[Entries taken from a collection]
+-------+

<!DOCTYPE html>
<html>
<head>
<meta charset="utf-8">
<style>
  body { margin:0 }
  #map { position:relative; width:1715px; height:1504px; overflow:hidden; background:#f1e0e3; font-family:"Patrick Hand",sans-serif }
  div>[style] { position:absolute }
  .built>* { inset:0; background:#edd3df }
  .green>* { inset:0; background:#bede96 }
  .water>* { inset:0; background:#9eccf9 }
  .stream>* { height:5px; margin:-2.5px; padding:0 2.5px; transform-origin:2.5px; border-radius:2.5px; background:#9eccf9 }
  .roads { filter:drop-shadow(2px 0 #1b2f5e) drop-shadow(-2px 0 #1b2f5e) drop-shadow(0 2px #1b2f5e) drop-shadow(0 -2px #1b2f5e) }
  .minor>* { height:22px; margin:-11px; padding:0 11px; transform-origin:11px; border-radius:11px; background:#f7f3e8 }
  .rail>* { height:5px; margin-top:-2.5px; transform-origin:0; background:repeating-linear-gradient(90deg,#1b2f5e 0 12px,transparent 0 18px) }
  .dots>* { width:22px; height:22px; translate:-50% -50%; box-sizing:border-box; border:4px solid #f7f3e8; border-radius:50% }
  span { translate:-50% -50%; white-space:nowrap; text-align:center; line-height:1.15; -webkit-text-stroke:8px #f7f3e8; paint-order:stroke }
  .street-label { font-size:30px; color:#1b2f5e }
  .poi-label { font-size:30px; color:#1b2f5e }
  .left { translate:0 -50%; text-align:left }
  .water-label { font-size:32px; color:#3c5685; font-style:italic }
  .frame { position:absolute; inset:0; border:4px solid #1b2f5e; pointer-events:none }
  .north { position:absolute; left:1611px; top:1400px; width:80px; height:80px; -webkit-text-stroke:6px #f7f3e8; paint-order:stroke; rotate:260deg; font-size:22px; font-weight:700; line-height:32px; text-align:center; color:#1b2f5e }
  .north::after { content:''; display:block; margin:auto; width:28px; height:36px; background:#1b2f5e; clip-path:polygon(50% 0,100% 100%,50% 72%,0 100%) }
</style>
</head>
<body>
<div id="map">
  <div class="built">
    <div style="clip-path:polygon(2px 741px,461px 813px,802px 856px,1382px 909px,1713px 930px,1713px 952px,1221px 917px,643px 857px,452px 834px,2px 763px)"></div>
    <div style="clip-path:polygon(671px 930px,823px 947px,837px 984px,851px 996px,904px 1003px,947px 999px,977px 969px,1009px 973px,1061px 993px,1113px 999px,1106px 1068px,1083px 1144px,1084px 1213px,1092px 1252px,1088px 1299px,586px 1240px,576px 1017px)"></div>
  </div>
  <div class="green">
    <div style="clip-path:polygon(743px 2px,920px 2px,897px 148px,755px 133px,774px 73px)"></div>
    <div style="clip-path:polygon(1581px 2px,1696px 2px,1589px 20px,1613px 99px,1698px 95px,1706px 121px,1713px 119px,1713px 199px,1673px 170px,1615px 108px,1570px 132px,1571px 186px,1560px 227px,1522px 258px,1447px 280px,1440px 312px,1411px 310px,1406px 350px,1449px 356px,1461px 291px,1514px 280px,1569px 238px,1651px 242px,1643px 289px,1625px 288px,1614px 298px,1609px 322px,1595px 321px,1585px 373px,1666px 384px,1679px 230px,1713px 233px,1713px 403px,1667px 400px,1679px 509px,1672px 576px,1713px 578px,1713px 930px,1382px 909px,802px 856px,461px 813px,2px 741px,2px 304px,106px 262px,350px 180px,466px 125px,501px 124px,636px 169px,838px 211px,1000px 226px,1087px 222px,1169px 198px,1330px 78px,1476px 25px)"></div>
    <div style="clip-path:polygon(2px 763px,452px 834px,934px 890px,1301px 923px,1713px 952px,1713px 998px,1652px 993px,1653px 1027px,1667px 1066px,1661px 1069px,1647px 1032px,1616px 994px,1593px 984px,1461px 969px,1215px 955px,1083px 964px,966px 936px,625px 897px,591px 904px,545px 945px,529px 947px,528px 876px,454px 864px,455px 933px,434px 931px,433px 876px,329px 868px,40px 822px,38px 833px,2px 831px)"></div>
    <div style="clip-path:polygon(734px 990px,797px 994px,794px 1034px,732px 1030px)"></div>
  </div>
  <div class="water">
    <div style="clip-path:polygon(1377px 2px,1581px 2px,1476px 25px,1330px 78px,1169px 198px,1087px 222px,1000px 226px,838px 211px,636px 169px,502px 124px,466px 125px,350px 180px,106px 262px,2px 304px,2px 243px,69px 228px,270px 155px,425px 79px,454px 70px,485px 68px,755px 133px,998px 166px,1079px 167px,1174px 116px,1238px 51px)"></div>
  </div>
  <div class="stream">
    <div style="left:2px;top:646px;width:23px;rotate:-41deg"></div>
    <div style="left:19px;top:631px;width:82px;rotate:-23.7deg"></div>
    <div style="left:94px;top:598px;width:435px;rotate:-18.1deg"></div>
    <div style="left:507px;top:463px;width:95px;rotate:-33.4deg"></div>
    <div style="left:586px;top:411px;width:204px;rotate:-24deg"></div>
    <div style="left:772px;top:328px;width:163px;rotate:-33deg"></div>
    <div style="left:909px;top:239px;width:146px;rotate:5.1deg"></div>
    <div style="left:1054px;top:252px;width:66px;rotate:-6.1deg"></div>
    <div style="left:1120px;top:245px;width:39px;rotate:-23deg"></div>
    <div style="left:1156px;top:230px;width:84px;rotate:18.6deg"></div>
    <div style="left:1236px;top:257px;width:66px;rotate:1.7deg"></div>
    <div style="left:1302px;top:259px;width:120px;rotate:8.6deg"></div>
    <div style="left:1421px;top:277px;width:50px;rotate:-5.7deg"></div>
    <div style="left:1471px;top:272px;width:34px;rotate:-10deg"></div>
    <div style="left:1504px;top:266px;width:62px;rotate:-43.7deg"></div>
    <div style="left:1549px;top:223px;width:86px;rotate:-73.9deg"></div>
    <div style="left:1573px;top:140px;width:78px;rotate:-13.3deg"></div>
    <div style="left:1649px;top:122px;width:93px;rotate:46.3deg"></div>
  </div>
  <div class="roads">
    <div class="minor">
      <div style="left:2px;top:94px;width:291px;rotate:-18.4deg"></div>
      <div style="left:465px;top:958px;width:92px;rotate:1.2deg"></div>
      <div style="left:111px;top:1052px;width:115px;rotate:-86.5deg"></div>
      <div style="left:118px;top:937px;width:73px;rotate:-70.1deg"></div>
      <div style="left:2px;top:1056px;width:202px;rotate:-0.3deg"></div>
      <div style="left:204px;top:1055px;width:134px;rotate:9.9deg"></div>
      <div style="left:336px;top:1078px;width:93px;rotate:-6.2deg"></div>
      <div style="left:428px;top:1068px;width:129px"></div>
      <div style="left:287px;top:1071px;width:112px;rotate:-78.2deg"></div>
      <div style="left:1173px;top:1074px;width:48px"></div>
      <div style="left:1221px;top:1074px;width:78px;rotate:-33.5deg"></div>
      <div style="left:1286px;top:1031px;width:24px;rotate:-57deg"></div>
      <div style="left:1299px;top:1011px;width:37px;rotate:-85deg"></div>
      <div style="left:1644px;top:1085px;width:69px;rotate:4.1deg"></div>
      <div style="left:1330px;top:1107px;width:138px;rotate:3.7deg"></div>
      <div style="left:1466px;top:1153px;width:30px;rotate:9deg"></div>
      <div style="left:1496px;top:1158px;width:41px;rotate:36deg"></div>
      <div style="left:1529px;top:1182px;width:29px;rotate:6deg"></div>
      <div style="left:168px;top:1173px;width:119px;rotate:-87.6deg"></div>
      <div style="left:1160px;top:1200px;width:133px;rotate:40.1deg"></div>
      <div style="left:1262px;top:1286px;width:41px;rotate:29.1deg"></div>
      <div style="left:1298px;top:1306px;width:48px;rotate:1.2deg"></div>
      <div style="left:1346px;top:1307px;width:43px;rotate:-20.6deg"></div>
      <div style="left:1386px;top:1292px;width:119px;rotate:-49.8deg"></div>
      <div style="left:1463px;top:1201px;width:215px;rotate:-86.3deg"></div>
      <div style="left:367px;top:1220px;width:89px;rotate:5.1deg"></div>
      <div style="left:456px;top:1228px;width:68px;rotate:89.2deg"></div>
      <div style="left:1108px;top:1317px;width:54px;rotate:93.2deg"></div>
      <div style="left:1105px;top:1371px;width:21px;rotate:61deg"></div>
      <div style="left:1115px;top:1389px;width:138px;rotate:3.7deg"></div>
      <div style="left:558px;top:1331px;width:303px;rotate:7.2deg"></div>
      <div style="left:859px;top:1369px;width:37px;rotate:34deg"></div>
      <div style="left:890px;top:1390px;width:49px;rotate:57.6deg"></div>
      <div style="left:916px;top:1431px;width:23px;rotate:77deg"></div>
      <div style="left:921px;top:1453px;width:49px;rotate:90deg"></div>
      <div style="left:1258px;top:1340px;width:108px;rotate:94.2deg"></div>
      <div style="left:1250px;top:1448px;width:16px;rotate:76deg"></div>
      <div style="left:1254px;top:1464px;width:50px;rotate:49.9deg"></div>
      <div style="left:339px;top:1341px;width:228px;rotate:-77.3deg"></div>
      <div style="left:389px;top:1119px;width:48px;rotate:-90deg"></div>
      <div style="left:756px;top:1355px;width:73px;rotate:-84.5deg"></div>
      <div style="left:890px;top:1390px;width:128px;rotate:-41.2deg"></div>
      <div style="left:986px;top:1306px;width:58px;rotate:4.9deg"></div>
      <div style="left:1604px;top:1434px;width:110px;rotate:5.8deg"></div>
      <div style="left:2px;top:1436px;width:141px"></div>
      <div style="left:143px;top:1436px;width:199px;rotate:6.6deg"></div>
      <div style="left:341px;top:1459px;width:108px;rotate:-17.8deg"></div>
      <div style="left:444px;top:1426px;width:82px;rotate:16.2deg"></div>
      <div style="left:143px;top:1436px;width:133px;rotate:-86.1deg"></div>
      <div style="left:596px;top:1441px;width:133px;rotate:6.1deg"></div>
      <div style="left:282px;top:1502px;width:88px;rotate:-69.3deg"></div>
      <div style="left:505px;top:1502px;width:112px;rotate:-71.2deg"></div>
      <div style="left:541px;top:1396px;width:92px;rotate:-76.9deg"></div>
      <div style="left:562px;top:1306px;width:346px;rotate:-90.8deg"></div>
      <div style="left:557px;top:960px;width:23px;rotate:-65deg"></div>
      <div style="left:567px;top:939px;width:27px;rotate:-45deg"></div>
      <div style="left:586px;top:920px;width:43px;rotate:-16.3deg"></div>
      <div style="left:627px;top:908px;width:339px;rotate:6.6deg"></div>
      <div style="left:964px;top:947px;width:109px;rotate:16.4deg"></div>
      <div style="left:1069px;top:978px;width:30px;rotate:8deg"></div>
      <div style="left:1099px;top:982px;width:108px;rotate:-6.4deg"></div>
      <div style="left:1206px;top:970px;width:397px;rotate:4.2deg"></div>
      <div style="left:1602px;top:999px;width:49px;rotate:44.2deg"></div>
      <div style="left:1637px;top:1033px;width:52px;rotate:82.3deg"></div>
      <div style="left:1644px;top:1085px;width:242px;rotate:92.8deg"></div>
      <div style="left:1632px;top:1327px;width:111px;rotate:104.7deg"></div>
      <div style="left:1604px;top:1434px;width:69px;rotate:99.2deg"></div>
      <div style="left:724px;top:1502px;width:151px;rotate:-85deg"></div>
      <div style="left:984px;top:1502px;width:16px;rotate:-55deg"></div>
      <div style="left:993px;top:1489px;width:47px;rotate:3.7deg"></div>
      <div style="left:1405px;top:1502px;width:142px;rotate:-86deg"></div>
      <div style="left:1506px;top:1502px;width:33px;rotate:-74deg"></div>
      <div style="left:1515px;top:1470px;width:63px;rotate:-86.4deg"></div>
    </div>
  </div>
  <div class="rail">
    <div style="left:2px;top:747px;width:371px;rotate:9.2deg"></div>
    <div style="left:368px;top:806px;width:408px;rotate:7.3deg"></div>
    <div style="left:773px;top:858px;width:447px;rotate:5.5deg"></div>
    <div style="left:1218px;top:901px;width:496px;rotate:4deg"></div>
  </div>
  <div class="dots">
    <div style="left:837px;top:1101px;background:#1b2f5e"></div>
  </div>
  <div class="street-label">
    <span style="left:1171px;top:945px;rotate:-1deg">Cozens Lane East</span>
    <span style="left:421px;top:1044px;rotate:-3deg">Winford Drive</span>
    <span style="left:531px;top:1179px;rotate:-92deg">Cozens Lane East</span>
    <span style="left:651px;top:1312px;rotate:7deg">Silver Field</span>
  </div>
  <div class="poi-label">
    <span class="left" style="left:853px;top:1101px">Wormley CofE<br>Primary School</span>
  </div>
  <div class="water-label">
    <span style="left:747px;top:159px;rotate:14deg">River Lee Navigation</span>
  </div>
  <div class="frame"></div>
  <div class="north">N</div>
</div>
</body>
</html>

+-------+

From the entries above, extract each line containing "roads".

  .roads { filter:drop-shadow(2px 0 #1b2f5e) drop-shadow(-2px 0 #1b2f5e) drop-shadow(0 2px #1b2f5e) drop-shadow(0 -2px #1b2f5e) }
  <div class="roads">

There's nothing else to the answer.